### What is required
From the entries below, work out how many lines contain the string "html"; answer with the number alone.
*** Supplied records Section Begins ***
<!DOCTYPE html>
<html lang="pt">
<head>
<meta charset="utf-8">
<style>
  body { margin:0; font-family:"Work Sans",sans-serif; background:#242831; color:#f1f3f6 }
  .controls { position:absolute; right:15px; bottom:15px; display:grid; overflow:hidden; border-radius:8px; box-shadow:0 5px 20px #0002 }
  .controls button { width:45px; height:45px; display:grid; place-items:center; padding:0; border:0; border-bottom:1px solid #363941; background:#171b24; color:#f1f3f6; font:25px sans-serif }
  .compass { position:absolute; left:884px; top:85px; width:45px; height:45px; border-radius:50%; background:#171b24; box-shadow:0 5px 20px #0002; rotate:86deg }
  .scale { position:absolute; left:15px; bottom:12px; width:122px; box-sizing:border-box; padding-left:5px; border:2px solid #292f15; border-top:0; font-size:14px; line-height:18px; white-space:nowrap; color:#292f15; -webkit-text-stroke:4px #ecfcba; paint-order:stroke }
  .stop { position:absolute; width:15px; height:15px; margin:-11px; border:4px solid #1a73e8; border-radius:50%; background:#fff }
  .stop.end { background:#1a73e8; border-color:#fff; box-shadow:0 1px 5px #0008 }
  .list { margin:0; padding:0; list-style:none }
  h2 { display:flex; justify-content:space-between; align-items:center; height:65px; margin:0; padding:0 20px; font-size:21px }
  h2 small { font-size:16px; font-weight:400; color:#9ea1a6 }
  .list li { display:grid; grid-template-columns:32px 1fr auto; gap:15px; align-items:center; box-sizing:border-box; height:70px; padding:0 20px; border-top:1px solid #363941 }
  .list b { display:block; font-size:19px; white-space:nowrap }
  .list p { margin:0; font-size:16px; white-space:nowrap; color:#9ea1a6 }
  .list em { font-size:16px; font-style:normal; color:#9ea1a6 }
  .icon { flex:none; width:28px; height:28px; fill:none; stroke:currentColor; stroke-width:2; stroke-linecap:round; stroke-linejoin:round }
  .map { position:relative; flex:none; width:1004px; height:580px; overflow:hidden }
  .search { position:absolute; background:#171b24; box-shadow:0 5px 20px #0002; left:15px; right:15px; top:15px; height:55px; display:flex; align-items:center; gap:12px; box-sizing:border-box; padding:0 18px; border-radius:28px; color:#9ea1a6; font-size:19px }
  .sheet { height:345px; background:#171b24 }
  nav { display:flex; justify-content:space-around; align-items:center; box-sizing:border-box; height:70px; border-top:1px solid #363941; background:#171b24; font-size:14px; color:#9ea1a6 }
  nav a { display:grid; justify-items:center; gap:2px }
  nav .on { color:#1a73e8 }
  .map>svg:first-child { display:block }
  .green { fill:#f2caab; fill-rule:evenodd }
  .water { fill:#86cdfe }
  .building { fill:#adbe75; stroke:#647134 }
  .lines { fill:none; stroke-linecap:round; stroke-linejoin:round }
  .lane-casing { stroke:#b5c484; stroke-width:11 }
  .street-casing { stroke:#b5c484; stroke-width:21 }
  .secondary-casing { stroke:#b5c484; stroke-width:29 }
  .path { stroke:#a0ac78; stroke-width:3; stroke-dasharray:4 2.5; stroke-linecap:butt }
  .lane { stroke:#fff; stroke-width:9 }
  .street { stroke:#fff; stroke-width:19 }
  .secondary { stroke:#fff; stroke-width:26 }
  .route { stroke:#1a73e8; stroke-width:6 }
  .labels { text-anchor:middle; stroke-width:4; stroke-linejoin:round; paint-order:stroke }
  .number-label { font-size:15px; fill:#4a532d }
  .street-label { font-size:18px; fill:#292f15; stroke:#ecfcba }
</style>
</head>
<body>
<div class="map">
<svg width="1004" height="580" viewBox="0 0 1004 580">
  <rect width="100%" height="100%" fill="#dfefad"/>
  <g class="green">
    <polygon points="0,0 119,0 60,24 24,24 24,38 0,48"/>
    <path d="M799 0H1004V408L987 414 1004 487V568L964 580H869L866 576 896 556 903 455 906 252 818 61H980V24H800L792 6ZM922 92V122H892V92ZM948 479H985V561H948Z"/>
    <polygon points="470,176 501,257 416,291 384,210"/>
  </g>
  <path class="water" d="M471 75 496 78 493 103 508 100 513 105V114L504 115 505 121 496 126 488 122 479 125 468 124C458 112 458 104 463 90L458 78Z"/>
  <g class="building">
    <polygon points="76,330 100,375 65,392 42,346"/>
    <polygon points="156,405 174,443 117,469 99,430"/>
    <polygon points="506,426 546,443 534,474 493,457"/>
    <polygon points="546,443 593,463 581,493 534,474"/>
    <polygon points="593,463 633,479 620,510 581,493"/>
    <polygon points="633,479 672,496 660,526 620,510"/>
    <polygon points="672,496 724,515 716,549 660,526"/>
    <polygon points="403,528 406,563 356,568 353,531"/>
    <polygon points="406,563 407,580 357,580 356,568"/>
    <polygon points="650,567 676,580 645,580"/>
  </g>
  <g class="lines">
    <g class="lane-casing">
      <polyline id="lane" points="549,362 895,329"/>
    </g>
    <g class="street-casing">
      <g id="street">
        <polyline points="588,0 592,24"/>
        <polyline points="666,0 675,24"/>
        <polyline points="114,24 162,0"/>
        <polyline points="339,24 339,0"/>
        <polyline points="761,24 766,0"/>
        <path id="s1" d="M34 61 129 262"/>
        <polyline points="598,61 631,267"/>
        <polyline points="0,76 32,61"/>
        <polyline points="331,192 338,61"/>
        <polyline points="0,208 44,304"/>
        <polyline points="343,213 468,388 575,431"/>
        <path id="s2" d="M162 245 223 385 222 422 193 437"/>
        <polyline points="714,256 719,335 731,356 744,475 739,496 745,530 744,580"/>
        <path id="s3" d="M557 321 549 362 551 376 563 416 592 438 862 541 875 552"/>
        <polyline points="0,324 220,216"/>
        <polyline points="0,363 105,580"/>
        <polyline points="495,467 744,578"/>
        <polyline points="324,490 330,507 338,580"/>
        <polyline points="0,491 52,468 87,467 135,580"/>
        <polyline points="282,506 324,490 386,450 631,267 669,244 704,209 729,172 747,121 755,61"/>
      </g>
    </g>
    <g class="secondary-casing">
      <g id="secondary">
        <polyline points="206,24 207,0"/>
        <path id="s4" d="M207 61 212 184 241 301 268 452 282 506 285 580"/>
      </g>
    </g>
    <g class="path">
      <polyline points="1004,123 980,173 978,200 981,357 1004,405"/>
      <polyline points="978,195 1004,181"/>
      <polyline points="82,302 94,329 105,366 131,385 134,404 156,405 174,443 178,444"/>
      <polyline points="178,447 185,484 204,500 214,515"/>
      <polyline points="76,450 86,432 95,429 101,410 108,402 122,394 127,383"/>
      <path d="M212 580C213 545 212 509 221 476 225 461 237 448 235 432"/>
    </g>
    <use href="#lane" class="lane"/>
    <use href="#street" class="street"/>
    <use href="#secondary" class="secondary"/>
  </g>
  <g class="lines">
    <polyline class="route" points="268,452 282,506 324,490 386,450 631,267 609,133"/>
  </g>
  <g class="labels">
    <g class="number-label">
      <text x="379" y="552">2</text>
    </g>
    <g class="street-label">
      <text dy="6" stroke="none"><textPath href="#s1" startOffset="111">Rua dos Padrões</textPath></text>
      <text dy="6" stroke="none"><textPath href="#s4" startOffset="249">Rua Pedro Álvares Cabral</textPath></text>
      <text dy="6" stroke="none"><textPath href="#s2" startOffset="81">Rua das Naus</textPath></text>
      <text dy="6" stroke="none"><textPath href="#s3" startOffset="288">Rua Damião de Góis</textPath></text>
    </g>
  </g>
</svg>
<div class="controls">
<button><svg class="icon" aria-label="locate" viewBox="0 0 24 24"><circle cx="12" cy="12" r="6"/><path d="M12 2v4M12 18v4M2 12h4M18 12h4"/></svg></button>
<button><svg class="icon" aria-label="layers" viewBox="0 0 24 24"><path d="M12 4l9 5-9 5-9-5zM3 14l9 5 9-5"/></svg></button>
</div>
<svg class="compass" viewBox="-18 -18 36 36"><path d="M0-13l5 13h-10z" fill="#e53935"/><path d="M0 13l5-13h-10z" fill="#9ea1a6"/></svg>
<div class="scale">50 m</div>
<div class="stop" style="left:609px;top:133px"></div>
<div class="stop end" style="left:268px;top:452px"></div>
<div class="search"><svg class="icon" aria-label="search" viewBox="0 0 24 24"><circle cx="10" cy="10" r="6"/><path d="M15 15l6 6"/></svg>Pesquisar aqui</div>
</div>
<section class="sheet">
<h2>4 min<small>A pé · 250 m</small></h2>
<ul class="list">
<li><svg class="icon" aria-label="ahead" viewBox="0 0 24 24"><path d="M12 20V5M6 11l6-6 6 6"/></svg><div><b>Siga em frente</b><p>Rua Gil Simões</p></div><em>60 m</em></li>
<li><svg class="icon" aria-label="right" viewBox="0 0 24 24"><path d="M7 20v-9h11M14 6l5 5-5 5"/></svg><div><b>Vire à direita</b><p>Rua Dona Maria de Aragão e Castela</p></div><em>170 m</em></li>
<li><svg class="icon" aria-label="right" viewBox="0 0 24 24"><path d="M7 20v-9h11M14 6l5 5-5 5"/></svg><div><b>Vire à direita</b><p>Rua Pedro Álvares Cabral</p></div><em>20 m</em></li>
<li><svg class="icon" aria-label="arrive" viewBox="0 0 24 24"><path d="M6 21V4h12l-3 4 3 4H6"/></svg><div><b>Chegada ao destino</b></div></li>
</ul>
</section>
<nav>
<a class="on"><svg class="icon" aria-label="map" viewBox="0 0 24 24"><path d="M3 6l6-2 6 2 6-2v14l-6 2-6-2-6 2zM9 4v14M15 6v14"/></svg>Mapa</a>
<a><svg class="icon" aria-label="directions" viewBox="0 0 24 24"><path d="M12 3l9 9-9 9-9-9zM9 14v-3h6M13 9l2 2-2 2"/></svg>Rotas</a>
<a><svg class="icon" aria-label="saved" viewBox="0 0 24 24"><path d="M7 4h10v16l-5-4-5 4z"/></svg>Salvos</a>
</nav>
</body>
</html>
*** Supplied records Section Ends ***
*** Supplied records Section Begins ***
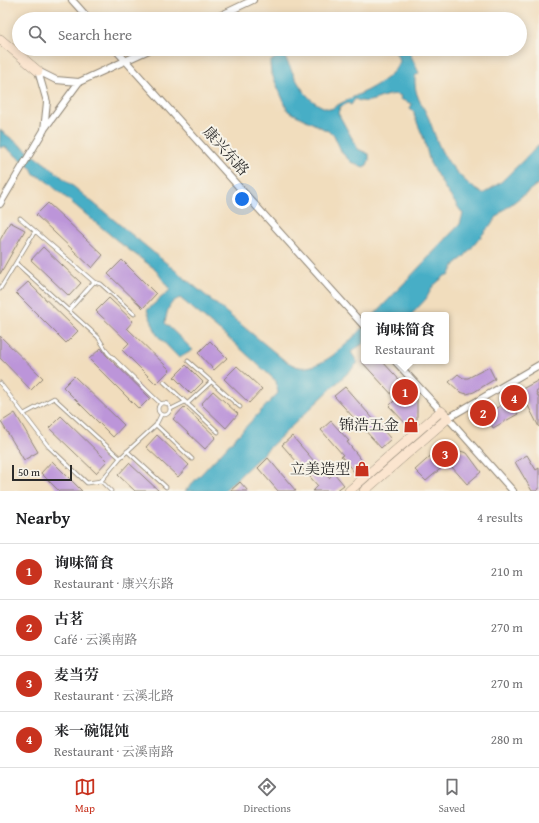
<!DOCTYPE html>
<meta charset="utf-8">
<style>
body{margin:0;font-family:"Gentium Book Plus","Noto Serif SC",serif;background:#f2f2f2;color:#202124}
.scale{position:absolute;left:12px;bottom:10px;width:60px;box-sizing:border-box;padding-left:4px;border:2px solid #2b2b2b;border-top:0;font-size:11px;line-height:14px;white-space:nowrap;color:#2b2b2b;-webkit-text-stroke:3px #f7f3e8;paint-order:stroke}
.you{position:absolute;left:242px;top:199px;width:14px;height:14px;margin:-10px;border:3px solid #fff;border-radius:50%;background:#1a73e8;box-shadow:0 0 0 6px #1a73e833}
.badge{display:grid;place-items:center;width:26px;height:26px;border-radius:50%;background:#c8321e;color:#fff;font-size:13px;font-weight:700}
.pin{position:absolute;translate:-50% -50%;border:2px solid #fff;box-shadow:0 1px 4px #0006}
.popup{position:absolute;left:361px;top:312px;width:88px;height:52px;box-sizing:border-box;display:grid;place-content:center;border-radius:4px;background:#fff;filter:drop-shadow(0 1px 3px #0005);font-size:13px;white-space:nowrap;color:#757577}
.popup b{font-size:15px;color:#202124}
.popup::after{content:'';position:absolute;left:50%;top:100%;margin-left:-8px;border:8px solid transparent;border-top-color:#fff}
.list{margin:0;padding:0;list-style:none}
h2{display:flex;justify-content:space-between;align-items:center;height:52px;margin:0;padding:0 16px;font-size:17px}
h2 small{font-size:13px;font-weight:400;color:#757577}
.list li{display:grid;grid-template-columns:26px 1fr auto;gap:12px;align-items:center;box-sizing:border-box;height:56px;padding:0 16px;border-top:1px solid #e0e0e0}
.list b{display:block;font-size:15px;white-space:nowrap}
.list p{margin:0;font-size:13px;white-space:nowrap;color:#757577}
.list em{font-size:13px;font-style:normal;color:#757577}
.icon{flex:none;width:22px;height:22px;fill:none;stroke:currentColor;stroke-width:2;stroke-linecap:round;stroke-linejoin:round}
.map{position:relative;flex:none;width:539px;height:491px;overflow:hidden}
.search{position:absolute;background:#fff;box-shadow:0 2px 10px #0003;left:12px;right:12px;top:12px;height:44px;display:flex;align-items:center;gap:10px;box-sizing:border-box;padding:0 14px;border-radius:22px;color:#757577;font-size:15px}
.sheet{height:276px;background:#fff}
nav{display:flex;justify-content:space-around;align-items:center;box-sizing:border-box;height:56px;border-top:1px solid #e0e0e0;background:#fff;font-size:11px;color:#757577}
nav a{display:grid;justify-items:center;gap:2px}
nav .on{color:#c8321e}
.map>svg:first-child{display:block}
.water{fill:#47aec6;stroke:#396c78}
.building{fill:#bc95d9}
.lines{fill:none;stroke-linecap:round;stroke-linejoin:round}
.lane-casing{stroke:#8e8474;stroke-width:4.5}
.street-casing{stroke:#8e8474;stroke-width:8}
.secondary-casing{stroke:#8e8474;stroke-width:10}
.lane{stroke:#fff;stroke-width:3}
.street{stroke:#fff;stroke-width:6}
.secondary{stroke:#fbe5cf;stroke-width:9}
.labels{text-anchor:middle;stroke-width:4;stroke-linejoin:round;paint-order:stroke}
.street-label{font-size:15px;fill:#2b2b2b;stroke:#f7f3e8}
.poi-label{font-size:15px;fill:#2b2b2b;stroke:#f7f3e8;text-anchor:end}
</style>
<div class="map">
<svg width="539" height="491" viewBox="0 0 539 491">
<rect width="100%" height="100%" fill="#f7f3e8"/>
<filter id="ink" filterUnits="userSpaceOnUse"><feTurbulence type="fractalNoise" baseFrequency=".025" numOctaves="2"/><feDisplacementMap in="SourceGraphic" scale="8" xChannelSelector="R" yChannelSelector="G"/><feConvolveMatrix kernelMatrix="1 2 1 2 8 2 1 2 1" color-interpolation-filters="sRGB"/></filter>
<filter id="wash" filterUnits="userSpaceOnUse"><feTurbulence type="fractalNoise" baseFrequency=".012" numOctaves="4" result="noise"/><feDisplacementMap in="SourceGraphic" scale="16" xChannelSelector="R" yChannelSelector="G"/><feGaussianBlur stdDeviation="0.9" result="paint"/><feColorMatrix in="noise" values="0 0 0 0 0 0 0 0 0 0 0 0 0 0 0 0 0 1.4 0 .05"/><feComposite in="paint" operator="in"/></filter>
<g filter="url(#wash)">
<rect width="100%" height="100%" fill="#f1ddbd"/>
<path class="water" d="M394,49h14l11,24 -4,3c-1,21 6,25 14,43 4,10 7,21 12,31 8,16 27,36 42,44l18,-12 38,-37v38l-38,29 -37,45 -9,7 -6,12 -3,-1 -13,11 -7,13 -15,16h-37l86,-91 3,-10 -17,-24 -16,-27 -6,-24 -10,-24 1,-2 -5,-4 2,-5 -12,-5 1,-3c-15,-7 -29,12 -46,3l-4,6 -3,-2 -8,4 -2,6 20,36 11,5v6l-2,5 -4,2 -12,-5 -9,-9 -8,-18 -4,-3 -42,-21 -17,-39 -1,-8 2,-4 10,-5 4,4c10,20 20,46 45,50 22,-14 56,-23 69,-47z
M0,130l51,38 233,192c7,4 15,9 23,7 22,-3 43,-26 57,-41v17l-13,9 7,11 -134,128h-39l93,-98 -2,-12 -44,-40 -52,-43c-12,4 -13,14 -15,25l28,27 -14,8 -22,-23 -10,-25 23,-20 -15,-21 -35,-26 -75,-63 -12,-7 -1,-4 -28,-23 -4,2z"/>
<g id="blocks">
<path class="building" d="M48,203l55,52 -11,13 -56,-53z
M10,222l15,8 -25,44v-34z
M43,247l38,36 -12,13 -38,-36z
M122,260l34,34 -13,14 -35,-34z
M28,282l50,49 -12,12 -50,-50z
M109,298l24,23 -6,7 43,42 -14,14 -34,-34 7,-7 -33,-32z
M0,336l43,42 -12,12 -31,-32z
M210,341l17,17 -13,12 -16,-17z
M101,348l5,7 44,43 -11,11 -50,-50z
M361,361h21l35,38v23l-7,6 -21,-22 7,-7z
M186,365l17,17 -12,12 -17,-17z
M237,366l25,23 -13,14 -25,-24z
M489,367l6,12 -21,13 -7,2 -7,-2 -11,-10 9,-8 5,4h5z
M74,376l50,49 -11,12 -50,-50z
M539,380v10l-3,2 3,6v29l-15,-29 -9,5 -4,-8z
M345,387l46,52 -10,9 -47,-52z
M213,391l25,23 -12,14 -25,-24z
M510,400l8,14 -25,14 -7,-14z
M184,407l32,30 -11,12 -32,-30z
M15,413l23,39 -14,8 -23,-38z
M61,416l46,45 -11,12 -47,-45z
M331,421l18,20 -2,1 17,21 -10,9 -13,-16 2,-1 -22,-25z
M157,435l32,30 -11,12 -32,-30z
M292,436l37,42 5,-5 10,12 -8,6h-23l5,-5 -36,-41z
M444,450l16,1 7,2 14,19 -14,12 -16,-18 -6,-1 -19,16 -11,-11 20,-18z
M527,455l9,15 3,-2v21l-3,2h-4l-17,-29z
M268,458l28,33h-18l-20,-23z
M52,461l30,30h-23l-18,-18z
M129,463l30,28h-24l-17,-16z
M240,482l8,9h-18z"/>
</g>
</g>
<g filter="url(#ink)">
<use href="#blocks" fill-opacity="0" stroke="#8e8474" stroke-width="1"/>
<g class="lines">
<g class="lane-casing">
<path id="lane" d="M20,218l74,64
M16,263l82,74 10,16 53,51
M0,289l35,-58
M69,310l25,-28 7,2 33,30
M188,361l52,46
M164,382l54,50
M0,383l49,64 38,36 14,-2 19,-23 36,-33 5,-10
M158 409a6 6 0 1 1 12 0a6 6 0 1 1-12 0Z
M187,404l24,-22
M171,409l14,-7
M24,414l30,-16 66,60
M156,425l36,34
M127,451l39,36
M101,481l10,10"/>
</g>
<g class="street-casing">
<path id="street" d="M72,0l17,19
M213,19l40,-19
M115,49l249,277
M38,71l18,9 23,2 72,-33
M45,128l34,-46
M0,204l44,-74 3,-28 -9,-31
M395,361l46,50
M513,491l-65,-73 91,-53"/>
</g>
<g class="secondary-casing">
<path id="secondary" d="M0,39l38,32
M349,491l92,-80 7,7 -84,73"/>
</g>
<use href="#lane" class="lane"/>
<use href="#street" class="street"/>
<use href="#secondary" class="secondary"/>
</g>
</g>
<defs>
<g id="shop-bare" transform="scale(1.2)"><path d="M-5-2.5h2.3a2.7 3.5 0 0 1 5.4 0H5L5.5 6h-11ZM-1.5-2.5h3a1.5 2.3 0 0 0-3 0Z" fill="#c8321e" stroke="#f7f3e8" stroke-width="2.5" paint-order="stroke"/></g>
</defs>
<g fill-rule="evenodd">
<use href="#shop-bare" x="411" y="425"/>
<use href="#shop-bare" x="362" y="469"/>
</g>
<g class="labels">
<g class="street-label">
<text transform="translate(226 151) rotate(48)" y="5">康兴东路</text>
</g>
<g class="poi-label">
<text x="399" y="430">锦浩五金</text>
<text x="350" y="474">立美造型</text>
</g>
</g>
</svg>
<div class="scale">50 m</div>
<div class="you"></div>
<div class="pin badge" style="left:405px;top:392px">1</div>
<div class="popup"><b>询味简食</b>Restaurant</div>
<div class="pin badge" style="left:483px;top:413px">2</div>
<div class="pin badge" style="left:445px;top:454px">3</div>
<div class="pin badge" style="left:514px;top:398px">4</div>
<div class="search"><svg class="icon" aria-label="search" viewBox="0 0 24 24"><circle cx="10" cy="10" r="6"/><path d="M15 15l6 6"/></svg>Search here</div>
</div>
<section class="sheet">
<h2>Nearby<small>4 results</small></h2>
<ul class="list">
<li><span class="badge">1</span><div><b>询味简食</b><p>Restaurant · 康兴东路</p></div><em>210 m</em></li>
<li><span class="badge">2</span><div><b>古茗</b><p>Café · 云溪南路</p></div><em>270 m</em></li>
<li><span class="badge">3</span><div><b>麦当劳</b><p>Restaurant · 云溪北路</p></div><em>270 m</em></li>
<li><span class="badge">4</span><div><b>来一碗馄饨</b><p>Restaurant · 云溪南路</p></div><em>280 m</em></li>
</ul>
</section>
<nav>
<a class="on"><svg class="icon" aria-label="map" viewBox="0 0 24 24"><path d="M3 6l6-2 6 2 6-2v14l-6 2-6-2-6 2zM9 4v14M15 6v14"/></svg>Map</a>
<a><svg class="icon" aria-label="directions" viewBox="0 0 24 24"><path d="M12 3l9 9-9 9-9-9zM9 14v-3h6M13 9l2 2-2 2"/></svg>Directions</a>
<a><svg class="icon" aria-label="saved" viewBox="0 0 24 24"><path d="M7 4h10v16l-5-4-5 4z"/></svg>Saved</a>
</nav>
*** Supplied records Section Ends ***
### Response
4